# Requirement:
Among the entries that follow, the required portion opens with the line containing "position:absolute; inset:0; border:14px" and closes with the line containing "M12,1959L188,1961L187,2110L12,2109Z". Give that portion again exactly, and nothing else.

Extracted data entries
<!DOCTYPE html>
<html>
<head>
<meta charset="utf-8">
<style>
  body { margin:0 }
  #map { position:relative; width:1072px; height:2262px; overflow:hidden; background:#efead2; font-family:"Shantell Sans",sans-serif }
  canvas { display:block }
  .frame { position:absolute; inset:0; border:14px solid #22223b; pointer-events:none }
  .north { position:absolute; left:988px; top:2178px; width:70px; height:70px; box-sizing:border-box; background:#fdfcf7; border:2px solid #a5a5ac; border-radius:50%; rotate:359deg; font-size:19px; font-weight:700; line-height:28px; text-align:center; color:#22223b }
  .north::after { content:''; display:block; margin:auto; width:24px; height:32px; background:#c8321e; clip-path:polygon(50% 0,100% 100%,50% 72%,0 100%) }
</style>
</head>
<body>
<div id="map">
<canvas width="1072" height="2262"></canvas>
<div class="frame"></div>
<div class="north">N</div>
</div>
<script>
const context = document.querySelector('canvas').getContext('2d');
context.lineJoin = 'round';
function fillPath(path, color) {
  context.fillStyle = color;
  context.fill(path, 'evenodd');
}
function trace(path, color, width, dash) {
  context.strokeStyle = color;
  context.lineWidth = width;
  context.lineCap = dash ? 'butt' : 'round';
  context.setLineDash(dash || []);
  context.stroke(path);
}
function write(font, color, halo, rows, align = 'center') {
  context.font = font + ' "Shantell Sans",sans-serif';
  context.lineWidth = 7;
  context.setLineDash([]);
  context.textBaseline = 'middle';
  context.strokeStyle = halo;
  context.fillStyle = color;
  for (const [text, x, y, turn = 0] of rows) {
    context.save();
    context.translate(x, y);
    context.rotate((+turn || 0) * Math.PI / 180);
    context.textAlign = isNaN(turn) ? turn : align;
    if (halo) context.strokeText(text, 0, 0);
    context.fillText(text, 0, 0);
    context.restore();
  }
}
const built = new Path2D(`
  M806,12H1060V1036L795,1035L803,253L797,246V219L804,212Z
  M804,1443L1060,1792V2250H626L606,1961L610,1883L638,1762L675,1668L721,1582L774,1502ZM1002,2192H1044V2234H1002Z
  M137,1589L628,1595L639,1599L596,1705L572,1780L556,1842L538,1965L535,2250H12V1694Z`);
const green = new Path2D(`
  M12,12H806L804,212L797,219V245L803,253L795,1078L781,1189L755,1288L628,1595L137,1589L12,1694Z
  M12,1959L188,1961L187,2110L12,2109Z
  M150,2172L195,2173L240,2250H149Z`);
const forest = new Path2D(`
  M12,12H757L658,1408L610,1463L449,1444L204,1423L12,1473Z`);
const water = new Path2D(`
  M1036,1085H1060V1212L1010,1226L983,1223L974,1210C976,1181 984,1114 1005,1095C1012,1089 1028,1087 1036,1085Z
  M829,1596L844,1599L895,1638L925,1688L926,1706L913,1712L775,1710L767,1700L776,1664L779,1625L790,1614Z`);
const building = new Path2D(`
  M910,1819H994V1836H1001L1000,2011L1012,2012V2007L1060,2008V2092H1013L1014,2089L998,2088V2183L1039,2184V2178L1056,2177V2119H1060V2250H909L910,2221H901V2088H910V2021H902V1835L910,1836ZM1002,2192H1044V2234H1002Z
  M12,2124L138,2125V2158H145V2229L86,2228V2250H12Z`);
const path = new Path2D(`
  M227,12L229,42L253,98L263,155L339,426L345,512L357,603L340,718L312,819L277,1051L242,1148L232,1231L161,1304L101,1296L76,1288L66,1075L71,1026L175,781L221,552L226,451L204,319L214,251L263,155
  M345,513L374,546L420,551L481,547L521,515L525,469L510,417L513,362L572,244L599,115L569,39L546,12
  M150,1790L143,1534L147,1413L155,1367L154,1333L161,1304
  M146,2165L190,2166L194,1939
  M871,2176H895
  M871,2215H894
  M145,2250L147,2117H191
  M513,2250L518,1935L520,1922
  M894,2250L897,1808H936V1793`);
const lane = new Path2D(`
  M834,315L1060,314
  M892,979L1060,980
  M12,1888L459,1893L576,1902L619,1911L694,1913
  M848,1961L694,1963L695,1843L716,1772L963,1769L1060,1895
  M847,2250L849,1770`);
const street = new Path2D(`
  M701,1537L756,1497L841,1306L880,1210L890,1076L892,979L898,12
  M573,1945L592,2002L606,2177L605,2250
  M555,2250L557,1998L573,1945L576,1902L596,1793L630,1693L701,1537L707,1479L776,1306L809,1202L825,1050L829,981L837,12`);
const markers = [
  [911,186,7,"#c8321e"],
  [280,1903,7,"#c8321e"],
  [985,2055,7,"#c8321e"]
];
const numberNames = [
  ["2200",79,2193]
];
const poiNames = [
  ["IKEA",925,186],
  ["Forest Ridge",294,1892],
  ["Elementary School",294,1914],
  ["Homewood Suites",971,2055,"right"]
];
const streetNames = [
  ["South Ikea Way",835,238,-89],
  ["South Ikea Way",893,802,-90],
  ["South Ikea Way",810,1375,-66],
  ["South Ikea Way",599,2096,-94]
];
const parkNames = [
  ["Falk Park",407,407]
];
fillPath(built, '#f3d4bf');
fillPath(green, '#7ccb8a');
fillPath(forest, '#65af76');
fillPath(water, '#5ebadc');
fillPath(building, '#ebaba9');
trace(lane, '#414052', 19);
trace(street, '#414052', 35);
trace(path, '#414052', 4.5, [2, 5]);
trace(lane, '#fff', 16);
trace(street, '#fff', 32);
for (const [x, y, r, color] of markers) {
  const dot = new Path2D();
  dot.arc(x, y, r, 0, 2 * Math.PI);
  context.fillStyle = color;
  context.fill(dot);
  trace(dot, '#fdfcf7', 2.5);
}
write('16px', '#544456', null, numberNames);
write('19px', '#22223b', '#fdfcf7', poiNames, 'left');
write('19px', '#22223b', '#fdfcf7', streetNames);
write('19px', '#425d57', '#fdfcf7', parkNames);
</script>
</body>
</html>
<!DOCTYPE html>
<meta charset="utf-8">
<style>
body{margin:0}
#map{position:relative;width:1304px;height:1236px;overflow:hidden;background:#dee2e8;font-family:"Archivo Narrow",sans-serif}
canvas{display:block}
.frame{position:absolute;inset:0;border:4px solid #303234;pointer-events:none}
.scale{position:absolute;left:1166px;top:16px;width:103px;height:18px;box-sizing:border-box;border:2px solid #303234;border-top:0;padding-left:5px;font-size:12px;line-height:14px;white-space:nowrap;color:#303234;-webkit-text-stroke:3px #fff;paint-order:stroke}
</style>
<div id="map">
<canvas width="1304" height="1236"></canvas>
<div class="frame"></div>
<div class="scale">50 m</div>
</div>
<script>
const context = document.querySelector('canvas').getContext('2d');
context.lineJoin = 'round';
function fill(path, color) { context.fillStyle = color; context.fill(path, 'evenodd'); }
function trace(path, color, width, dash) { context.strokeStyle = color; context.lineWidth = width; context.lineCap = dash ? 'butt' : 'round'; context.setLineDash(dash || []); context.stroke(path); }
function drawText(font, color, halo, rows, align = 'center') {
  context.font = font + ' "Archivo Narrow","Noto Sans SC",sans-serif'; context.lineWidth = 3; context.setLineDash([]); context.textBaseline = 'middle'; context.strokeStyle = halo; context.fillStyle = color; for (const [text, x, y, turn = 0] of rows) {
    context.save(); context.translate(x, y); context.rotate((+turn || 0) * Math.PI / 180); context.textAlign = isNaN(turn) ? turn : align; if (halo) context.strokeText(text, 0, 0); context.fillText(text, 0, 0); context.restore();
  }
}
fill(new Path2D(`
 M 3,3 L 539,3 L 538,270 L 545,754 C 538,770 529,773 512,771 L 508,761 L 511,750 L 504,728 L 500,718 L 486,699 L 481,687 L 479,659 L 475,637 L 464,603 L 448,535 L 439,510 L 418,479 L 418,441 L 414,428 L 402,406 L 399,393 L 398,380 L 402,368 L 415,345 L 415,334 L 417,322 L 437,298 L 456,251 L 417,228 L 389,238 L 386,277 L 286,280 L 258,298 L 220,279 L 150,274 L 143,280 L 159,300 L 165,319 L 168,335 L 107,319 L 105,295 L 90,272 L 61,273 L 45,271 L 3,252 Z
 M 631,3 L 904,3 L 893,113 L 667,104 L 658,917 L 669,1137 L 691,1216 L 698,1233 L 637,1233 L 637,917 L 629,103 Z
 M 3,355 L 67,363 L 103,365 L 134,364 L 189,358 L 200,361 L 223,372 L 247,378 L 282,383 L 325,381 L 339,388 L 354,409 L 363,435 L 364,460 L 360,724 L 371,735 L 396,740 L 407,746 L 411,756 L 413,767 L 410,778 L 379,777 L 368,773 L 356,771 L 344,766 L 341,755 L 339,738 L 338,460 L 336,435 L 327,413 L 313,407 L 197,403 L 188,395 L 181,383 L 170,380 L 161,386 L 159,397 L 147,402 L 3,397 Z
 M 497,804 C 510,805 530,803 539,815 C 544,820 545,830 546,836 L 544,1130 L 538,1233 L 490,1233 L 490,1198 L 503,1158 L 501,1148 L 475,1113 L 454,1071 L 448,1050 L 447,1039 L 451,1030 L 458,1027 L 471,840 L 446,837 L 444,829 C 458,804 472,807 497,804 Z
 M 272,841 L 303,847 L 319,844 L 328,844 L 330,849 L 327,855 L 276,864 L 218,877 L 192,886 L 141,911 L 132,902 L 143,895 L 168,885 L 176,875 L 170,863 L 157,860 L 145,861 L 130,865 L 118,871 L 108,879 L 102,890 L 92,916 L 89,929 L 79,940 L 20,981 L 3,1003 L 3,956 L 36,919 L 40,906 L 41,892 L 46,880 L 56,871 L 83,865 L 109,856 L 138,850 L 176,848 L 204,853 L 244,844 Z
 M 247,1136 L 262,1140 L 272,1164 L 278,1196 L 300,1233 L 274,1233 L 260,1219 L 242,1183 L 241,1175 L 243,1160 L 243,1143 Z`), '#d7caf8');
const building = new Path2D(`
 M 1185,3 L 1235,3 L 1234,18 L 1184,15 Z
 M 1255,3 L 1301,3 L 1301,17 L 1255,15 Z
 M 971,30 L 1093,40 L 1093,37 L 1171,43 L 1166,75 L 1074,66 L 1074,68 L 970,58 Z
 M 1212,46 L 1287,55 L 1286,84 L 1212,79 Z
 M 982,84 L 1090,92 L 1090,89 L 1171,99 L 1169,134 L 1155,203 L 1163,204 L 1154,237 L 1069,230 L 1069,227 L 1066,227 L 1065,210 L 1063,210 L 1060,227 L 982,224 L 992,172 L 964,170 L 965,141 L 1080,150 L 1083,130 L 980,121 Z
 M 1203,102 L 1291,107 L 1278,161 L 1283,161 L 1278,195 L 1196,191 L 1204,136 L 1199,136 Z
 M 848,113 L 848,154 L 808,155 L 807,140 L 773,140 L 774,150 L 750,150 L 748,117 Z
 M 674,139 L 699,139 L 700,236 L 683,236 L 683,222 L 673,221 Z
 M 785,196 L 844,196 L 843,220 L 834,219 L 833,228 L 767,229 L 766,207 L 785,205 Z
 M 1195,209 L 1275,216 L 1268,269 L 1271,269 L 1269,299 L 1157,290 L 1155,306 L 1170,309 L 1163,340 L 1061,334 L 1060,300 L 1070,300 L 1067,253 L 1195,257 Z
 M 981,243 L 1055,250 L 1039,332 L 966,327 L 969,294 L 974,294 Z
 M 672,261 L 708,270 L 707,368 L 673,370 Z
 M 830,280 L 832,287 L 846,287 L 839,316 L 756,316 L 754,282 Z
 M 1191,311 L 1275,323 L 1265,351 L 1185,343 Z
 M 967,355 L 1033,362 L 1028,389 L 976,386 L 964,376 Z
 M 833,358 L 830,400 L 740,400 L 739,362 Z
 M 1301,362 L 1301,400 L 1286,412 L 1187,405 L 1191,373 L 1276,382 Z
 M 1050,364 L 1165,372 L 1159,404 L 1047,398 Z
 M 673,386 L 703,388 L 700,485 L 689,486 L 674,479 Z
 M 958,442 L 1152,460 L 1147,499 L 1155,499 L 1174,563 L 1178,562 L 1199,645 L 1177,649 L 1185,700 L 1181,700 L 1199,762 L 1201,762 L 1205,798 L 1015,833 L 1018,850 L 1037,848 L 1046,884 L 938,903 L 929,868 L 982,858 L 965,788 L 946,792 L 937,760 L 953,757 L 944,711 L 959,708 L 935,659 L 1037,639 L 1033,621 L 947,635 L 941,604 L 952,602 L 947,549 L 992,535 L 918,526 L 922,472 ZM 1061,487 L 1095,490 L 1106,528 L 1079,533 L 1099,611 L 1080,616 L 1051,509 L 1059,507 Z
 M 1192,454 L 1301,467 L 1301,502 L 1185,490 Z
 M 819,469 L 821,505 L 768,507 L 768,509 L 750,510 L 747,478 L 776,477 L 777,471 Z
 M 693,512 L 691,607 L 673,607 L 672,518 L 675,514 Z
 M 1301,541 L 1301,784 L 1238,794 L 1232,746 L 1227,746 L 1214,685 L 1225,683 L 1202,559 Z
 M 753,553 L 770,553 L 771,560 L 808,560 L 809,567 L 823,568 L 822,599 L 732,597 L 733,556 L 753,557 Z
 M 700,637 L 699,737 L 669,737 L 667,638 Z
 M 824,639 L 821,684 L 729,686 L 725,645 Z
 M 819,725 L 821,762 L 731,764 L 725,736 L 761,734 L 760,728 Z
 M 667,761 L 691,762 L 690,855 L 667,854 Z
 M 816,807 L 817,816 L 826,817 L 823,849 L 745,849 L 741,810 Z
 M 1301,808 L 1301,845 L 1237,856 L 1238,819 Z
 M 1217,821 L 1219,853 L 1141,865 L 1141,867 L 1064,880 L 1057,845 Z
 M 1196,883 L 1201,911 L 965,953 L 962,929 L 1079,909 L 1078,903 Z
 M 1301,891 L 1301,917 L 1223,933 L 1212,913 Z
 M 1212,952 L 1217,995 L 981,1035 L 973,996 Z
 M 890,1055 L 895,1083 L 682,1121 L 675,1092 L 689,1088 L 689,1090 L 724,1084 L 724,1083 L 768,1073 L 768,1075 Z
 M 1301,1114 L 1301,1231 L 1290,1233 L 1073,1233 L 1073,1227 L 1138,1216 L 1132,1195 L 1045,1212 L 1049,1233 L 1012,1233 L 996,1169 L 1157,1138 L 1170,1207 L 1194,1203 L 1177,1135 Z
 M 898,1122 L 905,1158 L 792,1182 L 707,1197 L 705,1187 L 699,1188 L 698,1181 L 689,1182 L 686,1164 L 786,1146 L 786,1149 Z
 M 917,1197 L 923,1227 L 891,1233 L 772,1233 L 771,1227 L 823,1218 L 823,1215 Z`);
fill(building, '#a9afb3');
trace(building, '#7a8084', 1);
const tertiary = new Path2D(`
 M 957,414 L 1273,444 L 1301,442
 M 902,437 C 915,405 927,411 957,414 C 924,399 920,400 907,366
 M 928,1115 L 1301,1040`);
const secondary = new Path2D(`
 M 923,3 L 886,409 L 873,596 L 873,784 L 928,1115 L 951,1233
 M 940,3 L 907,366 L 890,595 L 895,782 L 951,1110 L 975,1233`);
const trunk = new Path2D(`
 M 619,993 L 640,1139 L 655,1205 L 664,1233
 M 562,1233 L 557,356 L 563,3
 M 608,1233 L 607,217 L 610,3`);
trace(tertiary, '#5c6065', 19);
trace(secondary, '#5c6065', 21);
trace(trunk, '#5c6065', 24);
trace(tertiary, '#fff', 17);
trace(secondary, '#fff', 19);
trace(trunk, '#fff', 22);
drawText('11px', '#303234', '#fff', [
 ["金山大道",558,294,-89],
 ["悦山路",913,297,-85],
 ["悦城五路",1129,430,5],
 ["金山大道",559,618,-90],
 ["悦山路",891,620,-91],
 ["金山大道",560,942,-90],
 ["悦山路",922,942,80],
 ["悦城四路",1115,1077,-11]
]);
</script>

# Exercise output:
  .frame { position:absolute; inset:0; border:14px solid #22223b; pointer-events:none }
  .north { position:absolute; left:988px; top:2178px; width:70px; height:70px; box-sizing:border-box; background:#fdfcf7; border:2px solid #a5a5ac; border-radius:50%; rotate:359deg; font-size:19px; font-weight:700; line-height:28px; text-align:center; color:#22223b }
  .north::after { content:''; display:block; margin:auto; width:24px; height:32px; background:#c8321e; clip-path:polygon(50% 0,100% 100%,50% 72%,0 100%) }
</style>
</head>
<body>
<div id="map">
<canvas width="1072" height="2262"></canvas>
<div class="frame"></div>
<div class="north">N</div>
</div>
<script>
const context = document.querySelector('canvas').getContext('2d');
context.lineJoin = 'round';
function fillPath(path, color) {
  context.fillStyle = color;
  context.fill(path, 'evenodd');
}
function trace(path, color, width, dash) {
  context.strokeStyle = color;
  context.lineWidth = width;
  context.lineCap = dash ? 'butt' : 'round';
  context.setLineDash(dash || []);
  context.stroke(path);
}
function write(font, color, halo, rows, align = 'center') {
  context.font = font + ' "Shantell Sans",sans-serif';
  context.lineWidth = 7;
  context.setLineDash([]);
  context.textBaseline = 'middle';
  context.strokeStyle = halo;
  context.fillStyle = color;
  for (const [text, x, y, turn = 0] of rows) {
    context.save();
    context.translate(x, y);
    context.rotate((+turn || 0) * Math.PI / 180);
    context.textAlign = isNaN(turn) ? turn : align;
    if (halo) context.strokeText(text, 0, 0);
    context.fillText(text, 0, 0);
    context.restore();
  }
}
const built = new Path2D(`
  M806,12H1060V1036L795,1035L803,253L797,246V219L804,212Z
  M804,1443L1060,1792V2250H626L606,1961L610,1883L638,1762L675,1668L721,1582L774,1502ZM1002,2192H1044V2234H1002Z
  M137,1589L628,1595L639,1599L596,1705L572,1780L556,1842L538,1965L535,2250H12V1694Z`);
const green = new Path2D(`
  M12,12H806L804,212L797,219V245L803,253L795,1078L781,1189L755,1288L628,1595L137,1589L12,1694Z
  M12,1959L188,1961L187,2110L12,2109Z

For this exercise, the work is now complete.